Il avait aussi une tête à ça, Ike. A pas encore savoir ce qui lui fait vraiment du bien. Ce qui lui suspend le souffle, ce qui lui fait se dire: Merde, c'était ça alors? Et c'est soufflé du bout des lèvres, comme une évidence. Comme un secret. Dans ce besoin inavoués qui allument de grands feux à l'horizon et creuses des sillons luminescent dans les iris opalescent. Encore un drame de l'humanité.  Encore ce besoin de vivre à cent à l'heure sans jamais savoir comment s'arrêter. Tout doit être plus fort si on souhaite asservir le reste, la douleur comme l'échec, peut-être. Alors on choisit les corps qui s'enlacent, les poings qui s'éclatent. On choisit les mauvais coup, ceux qui tournent toujours mal, qui lorsque l'on se les remémorent, nous font rire aux éclats. On choisit de cueillir ce que l'argent ne peut pas offrir, l'adrénaline, les endorphines, le courage, la douleur, qu'importe dans le fond. Ces trucs là n'arrange jamais rien. Ils donnent juste l'illusion de voir le bout du tunnel pour vous y replonger la tête la première. Parce qu'il n'y a rien d'exceptionnel à sans cesse jouer avec les limites. Y'a rien d'incroyable dans cette volonté de faire mal et de se faire mal. Y'a rien de gratifiant à tout contrôlé de cette façon là. T'es juste tout aussi pourrie que le reste de ce foutu quartier. T'es juste pas foutu de te sortir de ce trou en vérité. Alors c'est plus simple de regarder le ciel. C'est plus simple de s'y perdre en songeant que demain, peut être. Peut être que tout ira bien. Non, que tout ira mieux. Parce que bien, on l'est déjà, lorsqu'on a un toit, lorsqu'on a des gens qui tiennent à soi et à qui on tient en retour. On est déjà bien lorsqu'on arrive encore à rire aux éclats, à s'en tenir les côtes, à s'en écorcher les doigts. Lorsqu'on trouve encore un peu de beau dans chaque dalle de béton, à travers chaque fenêtre. Lorsqu'on peut encore offrir une bière même à quelqu'un qu'on est censé détesté en s'disant que ça se vaux. En songeant que c'est mieux comme ça. Qu'il y a des moments où la rancoeur ne compte pas. Qu'elle gâche juste tout. Qu'elle entaché tout. L'oubli; Nate le cueillait de la manière la plus simple qui soit. Il le trouvait dans le rythme de ses pas, dans les cieux, dans les rires, dans l'éclat des sourires. Dans la solitude aussi. Il rêvait encore Nate. Comme un Peter Pan qui refuserait de pleinement grandir.

▬ Après ce que j't'ai dis la dernière fois t'aurais put changer d'avis.
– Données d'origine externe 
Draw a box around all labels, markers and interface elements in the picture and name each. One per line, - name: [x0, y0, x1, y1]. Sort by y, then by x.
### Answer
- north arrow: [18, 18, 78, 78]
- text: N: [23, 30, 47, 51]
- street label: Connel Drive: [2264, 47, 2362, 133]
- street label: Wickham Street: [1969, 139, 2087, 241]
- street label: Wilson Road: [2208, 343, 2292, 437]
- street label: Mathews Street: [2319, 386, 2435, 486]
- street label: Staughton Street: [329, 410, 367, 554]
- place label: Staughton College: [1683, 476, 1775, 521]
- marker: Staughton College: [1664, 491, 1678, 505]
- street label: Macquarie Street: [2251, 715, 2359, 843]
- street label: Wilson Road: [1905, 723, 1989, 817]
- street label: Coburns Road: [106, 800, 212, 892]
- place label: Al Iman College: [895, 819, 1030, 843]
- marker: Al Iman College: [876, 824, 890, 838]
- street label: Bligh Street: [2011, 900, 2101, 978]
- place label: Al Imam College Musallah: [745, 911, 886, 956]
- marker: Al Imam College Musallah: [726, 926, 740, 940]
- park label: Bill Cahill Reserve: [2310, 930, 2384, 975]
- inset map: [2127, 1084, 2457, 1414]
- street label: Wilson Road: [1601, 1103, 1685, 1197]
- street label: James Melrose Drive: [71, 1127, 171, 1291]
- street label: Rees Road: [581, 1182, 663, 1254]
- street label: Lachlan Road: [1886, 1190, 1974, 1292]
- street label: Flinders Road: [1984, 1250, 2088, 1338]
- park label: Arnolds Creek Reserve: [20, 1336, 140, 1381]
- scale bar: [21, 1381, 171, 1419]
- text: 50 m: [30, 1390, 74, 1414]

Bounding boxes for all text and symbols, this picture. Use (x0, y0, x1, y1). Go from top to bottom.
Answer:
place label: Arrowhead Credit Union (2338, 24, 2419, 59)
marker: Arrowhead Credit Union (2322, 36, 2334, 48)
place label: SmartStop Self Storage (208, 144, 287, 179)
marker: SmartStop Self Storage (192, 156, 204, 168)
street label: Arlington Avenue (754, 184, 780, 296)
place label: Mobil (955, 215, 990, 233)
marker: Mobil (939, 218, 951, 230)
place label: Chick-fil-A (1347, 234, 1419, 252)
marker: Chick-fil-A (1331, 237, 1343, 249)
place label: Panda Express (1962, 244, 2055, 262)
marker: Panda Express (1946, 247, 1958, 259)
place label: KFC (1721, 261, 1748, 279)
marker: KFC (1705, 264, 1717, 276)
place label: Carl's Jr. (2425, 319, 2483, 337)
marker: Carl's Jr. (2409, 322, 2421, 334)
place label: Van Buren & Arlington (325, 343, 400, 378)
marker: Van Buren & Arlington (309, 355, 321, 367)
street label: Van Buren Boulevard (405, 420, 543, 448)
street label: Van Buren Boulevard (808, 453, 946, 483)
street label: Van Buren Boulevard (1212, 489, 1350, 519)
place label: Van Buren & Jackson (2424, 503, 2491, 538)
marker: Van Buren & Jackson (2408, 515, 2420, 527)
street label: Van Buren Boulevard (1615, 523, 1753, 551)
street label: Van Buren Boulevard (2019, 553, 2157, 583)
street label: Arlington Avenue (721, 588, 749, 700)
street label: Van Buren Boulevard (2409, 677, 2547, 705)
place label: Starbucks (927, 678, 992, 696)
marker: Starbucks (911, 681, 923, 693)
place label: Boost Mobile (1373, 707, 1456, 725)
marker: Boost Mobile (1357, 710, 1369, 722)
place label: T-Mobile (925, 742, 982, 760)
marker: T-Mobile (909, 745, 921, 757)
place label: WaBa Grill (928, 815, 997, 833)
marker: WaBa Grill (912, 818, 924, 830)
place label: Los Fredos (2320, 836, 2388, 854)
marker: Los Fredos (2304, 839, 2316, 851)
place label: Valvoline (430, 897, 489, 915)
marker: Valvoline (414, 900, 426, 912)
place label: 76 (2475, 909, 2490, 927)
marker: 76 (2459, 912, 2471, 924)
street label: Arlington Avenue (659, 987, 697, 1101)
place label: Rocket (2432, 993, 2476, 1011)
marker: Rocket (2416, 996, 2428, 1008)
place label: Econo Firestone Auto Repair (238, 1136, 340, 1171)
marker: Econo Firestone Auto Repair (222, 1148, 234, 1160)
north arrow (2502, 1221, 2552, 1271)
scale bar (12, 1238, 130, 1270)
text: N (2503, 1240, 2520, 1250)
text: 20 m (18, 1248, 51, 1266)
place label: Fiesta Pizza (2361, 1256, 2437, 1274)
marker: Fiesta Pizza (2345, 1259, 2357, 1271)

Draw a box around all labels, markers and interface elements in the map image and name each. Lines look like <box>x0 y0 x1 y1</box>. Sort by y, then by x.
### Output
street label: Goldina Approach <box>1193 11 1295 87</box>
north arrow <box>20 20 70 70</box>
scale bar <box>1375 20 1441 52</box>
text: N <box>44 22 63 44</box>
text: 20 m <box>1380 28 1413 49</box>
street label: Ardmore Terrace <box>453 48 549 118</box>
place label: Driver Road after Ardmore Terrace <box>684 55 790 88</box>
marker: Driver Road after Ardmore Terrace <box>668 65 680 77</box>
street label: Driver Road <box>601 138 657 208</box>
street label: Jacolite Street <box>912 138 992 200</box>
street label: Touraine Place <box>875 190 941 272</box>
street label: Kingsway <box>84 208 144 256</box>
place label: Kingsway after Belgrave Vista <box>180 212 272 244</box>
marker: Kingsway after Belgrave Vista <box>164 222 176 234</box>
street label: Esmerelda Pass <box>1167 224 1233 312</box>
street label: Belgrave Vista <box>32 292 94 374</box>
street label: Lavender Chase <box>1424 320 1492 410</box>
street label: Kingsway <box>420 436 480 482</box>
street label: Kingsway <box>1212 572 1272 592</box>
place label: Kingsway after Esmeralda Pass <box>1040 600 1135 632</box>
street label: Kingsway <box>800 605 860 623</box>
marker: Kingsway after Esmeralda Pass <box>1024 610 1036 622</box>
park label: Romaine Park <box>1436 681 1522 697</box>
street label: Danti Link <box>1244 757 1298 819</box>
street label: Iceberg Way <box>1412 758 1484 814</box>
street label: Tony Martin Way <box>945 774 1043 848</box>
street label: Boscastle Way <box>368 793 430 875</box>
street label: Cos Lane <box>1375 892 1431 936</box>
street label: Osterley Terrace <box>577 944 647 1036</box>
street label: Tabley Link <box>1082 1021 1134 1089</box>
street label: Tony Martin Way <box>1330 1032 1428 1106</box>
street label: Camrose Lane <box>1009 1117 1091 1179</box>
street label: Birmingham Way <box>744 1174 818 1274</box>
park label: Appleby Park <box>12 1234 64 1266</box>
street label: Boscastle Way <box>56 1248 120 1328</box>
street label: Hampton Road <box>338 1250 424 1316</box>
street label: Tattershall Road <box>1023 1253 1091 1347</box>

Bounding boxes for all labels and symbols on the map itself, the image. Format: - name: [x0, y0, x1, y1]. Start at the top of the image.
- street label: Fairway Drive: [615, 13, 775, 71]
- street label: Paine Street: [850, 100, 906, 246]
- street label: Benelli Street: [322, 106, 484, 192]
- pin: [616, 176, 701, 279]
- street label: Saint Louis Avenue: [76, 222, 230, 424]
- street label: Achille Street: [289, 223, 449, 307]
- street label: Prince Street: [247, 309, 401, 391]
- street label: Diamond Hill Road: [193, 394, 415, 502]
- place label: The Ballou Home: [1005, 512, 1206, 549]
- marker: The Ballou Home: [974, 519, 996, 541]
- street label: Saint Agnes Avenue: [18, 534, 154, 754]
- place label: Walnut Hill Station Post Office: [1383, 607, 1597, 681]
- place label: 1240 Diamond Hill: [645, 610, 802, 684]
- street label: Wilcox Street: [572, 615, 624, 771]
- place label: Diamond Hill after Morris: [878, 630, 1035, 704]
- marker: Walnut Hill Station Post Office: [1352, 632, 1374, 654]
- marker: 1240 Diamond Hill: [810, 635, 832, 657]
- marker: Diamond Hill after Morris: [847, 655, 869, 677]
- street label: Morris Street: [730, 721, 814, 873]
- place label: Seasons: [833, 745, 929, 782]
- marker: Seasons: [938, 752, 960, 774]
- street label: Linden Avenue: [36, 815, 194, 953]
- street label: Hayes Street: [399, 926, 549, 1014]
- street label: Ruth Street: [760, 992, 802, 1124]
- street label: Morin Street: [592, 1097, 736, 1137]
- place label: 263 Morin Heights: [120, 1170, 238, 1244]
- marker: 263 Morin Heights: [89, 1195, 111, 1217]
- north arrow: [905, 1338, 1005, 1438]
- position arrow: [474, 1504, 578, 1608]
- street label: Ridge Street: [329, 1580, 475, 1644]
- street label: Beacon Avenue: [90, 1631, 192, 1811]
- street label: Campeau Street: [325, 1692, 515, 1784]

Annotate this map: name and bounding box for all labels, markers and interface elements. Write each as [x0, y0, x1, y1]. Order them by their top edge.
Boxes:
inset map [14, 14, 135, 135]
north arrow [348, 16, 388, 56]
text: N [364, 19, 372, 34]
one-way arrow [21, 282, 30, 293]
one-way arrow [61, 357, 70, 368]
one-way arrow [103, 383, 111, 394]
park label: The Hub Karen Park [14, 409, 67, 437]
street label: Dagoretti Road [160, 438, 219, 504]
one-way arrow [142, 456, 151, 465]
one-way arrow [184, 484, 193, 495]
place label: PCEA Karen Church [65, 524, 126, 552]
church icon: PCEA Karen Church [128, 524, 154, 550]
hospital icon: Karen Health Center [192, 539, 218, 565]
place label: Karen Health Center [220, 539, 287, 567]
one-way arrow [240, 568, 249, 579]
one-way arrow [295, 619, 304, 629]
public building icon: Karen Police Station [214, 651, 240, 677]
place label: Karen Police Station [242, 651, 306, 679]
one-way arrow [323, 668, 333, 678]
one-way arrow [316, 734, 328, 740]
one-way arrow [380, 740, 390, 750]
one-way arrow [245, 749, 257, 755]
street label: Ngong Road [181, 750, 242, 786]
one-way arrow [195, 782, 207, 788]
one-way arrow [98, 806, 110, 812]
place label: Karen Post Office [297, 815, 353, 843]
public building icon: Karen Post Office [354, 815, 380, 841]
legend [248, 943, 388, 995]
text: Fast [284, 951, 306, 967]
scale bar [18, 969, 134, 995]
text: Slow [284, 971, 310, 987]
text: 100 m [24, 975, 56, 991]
Il ne s'en souvenait plus vraiment. Il savait juste que ça avait été moche, sortit tout droit de ses entrailles, ça c'était fracassé entre eux comme une menace. Comme une promesse de lui faire mal. Comme toutes ces choses qui lui passaient par la tête à chaque fois que l'on touchait l'un des siens. Il n'y pouvait rien. C'était quelque chose de viscéral, de primaire, ce besoin de les protéger. De veiller sur eux. Parce que personne n'avait jamais prit la peine de le faire. Parce qu'il y avait des moments où il se demandait encore si les choses auraient été différentes s'ils avaient eut un père ou une mère. Pourtant il ne s'énervait que rarement Nate. Pourtant il avait plutôt l'âme tranquille, au quotidien. Un souffle suspendu et les yeux trop clairs. Une gueule de pacifiste, qui parle à coup de longue phrase moralisatrice et se mêle de ce qui ne le regarde pas pour le plus grand bien.

▬ Mais non, faut pas de raisons.

Juste une bière et des galères, des silences qui s'étendent et ces regards qui se croisent sans faire mine de se sauter à la gorge. Faut juste un calumet de la paix, qu'on s'échange à longue gorgées de blonde.